If you want ready-made intros that fit Jellyfin, browse the Jellyfin-specific catalog here: Jellyfin preroll videos and intros. If you prefer to pick from a wider set and filter by style, this page is easier to scan: browse preroll videos by theme and platform.
I like prerolls because they make your server feel intentional. The weird part is how quickly you get used to them. After a while, starting a movie without an intro feels empty, like walking into a theater with the lights on.
What I would do if I were setting up your server
I would keep the compose file boring. Bind mount config, cache, and transcode.
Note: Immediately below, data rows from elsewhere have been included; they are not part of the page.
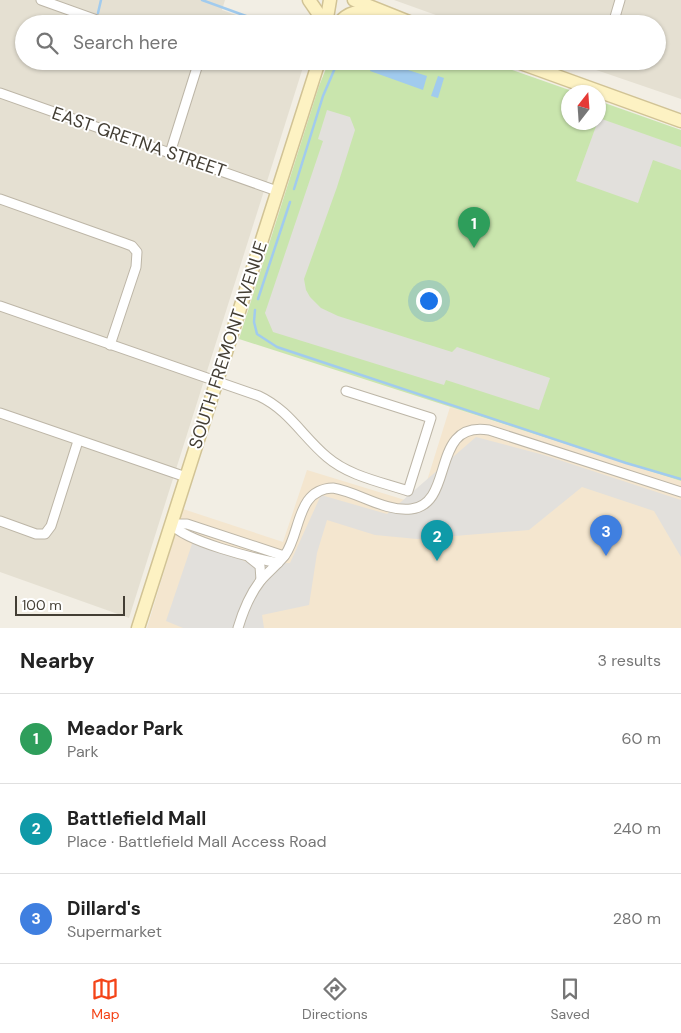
<!DOCTYPE html>
<html lang="en">
<head>
<meta charset="utf-8">
<style>
  :root { --surface:#fff; --page:#f2f2f2; --text:#222; --muted:#767676; --line:#e0e0e0; --accent:#f44418 }
  body { margin:0; font-family:"DM Sans",sans-serif; background:var(--page); color:var(--text) }
  .compass { position:absolute; left:561px; top:85px; width:45px; height:45px; border-radius:50%; background:var(--surface); box-shadow:0 1px 4px #0004; rotate:17deg }
  .scale { position:absolute; left:15px; bottom:12px; width:110px; box-sizing:border-box; padding-left:5px; border:2px solid #433e34; border-top:0; font-size:14px; line-height:18px; white-space:nowrap; color:#433e34; -webkit-text-stroke:4px #fff; paint-order:stroke }
  .you { position:absolute; left:428px; top:300px; width:18px; height:18px; margin:-12px; border:4px solid #fff; border-radius:50%; background:#1a73e8; box-shadow:0 0 0 8px #1a73e833 }
  .badge { display:grid; place-items:center; width:32px; height:32px; border-radius:50%; background:var(--accent); color:#fff; font-size:16px; font-weight:700 }
  .pin { position:absolute; translate:-50% -41px; filter:drop-shadow(0 1px 2px #0008) }
  .pin::after { content:''; position:absolute; top:26px; width:18px; height:15px; background:inherit; clip-path:polygon(0 0,100% 0,50% 100%) }
  .list { margin:0; padding:0; list-style:none }
  h2 { display:flex; justify-content:space-between; align-items:center; height:65px; margin:0; padding:0 20px; font-size:21px }
  h2 small { font-size:16px; font-weight:400; color:var(--muted) }
  .list li { display:grid; grid-template-columns:32px 1fr auto; gap:15px; align-items:center; box-sizing:border-box; height:90px; padding:0 20px; border-top:1px solid var(--line) }
  .list b { display:block; font-size:19px; white-space:nowrap }
  .list p { margin:0; font-size:16px; white-space:nowrap; color:var(--muted) }
  .list em { font-size:16px; font-style:normal; color:var(--muted) }
  .icon { flex:none; width:28px; height:28px; fill:none; stroke:currentColor; stroke-width:2; stroke-linecap:round; stroke-linejoin:round }
  .map { position:relative; flex:none; width:681px; height:628px; overflow:hidden }
  .search { position:absolute; background:var(--surface); box-shadow:0 1px 4px #0004; left:15px; right:15px; top:15px; height:55px; display:flex; align-items:center; gap:12px; box-sizing:border-box; padding:0 18px; border-radius:28px; color:var(--muted); font-size:19px }
  .sheet { height:335px; background:var(--surface) }
  nav { display:flex; justify-content:space-around; align-items:center; box-sizing:border-box; height:70px; border-top:1px solid var(--line); background:var(--surface); font-size:14px; color:var(--muted) }
  nav a { display:grid; justify-items:center; gap:2px }
  nav .on { color:var(--accent) }
  .map>svg:first-child { display:block }
  .residential { fill:#e5e0d2 }
  .commercial { fill:#f4e6cf }
  .green { fill:#c9e5ad }
  .parking { fill:#e2e0dc }
  .water { fill:#a1cbee }
  .lines { fill:none; stroke-linecap:round; stroke-linejoin:round }
  .stream { stroke:#a1cbee; stroke-width:2.5 }
  .street-casing { stroke:#bdb6a7; stroke-width:11 }
  .secondary-casing { stroke:#d1c395; stroke-width:15 }
  .street { stroke:#fff; stroke-width:9 }
  .secondary { stroke:#fdf2c3; stroke-width:12 }
  .labels { text-anchor:middle; dominant-baseline:central; stroke-width:4; stroke-linejoin:round; paint-order:stroke }
  .street-label { font-size:18px; fill:#433e34; stroke:#fff }
</style>
</head>
<body>
<div class="map">
<svg width="681" height="628" viewBox="0 0 681 628">
  <rect width="100%" height="100%" fill="#f2eee4"/>
  <!-- residential -->
  <g class="residential">
    <path d="M 0,0 L 225,0 L 222,10 L 261,24 L 24,24 L 24,61 L 305,61 L 129,618 L 0,572 Z"/>
    <path d="M 394,0 L 681,0 L 681,99 L 570,61 L 657,61 L 657,24 L 461,24 Z"/>
  </g>
  <!-- commercial -->
  <path class="commercial" d="M 450,407 L 681,481 L 681,628 L 147,628 L 183,509 L 283,542 L 307,470 L 405,500 L 426,484 Z"/>
  <!-- green -->
  <g class="green">
    <path d="M 357,17 L 367,18 L 384,24 L 345,24 Z"/>
    <path d="M 329,61 L 487,61 L 575,92 L 568,92 L 568,122 L 598,122 L 599,101 L 681,130 L 681,481 L 239,339 L 319,86 Z"/>
  </g>
  <!-- parking -->
  <g class="parking">
    <path d="M 327,110 L 350,117 L 355,130 L 337,187 L 304,279 L 306,290 L 310,297 L 321,308 L 338,316 L 452,352 L 457,347 L 550,378 L 539,410 L 446,380 L 444,385 L 273,332 L 265,313 L 323,141 L 318,139 Z"/>
    <path d="M 599,118 L 681,147 L 681,170 L 653,160 L 638,203 L 576,181 Z"/>
    <path d="M 476,437 L 544,455 L 681,500 L 681,557 L 654,511 L 582,487 L 529,530 L 417,539 L 375,535 L 327,520 L 317,553 L 309,605 L 262,615 L 264,628 L 183,628 L 166,621 L 194,538 L 251,564 L 290,563 L 321,495 L 387,514 Z"/>
  </g>
  <!-- water -->
  <g class="water">
    <path d="M 374,61 L 385,61 L 395,65 L 396,61 L 411,61 L 408,70 L 427,76 L 423,90 L 370,71 Z"/>
    <path d="M 438,76 L 444,78 L 438,98 L 431,96 Z"/>
  </g>
  <g class="lines">
    <!-- stream -->
    <g class="stream">
      <path d="M 202,0 L 268,24"/>
      <path d="M 98,13 L 101,0"/>
      <path d="M 294,189 L 323,96 L 338,61"/>
      <path d="M 258,299 L 290,202"/>
      <path d="M 255,310 L 254,322 L 257,334 L 277,347 L 626,463 L 681,479"/>
    </g>
    <!-- street casing -->
    <g class="street-casing">
      <g id="street">
        <path d="M 41,0 L 108,24"/>
        <path d="M 615,17 L 620,0"/>
        <path d="M 0,93 L 277,191"/>
        <path d="M 170,153 L 199,61"/>
        <path d="M 0,199 L 124,243 L 132,246 L 137,252 L 136,267 L 110,345"/>
        <path d="M 0,306 L 259,396 C 289,410 303,437 327,457 C 349,476 381,482 408,491 L 431,418 L 346,391"/>
        <path d="M 0,413 L 186,477"/>
        <path d="M 0,521 L 36,534 L 45,534 L 51,526 L 78,441"/>
        <path d="M 171,524 L 187,524 L 284,556"/>
        <path d="M 171,524 C 187,542 253,558 278,563"/>
        <path d="M 250,558 L 260,566 L 261,580"/>
        <path d="M 238,628 C 243,611 250,594 261,580 C 269,571 278,564 285,555 C 301,533 296,489 333,488 C 358,492 385,512 411,509 C 456,504 429,420 489,430 L 681,492"/>
      </g>
    </g>
    <!-- secondary casing -->
    <g class="secondary-casing">
      <g id="secondary">
        <path d="M 309,0 L 320,16 L 320,24"/>
        <path d="M 354,0 L 414,24"/>
        <path d="M 326,24 L 330,0"/>
        <path d="M 338,24 C 348,12 359,10 374,12"/>
        <path d="M 515,61 L 681,121"/>
        <path d="M 138,628 L 319,61"/>
      </g>
    </g>
    <!-- street -->
    <use href="#street" class="street"/>
    <!-- secondary -->
    <use href="#secondary" class="secondary"/>
  </g>
  <g class="labels">
    <!-- street labels -->
    <g class="street-label">
      <text transform="translate(139 142) rotate(19)">EAST GRETNA STREET</text>
      <text transform="translate(228 345) rotate(-72)">SOUTH FREMONT AVENUE</text>
    </g>
  </g>
</svg>
<svg class="compass" viewBox="-18 -18 36 36"><path d="M0-13l5 13h-10z" fill="#e53935"/><path d="M0 13l5-13h-10z" fill="#767676"/></svg>
<div class="scale">100 m</div>
<div class="you"></div>
<div class="pin badge" style="left:474px;top:248px;background:#2e9e5b">1</div>
<div class="pin badge" style="left:437px;top:561px;background:#0f9aa8">2</div>
<div class="pin badge" style="left:606px;top:556px;background:#3f7fe0">3</div>
<div class="search"><svg class="icon" aria-label="search" viewBox="0 0 24 24"><circle cx="10" cy="10" r="6"/><path d="M15 15l6 6"/></svg>Search here</div>
</div>
<section class="sheet">
<h2>Nearby<small>3 results</small></h2>
<ul class="list">
<li><span class="badge" style="background:#2e9e5b">1</span><div><b>Meador Park</b><p>Park</p></div><em>60 m</em></li>
<li><span class="badge" style="background:#0f9aa8">2</span><div><b>Battlefield Mall</b><p>Place · Battlefield Mall Access Road</p></div><em>240 m</em></li>
<li><span class="badge" style="background:#3f7fe0">3</span><div><b>Dillard's</b><p>Supermarket</p></div><em>280 m</em></li>
</ul>
</section>
<nav>
<a class="on"><svg class="icon" aria-label="map" viewBox="0 0 24 24"><path d="M3 6l6-2 6 2 6-2v14l-6 2-6-2-6 2zM9 4v14M15 6v14"/></svg>Map</a>
<a><svg class="icon" aria-label="directions" viewBox="0 0 24 24"><path d="M12 3l9 9-9 9-9-9zM9 14v-3h6M13 9l2 2-2 2"/></svg>Directions</a>
<a><svg class="icon" aria-label="saved" viewBox="0 0 24 24"><path d="M7 4h10v16l-5-4-5 4z"/></svg>Saved</a>
</nav>
</body>
</html>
Mount media read-only. Map a real UID and GID. Start on port 8096 inside the LAN. Then I would run it for a week before I add a reverse proxy, GPU passthrough, or fancy monitoring. Docker makes it easy to pile on features. That is also the trap.
If you want one thing to take away, it is this. Treat your Jellyfin container like a small appliance. Give it clean storage, clear permissions, and predictable networking. Then stop touching it unless you have a reason.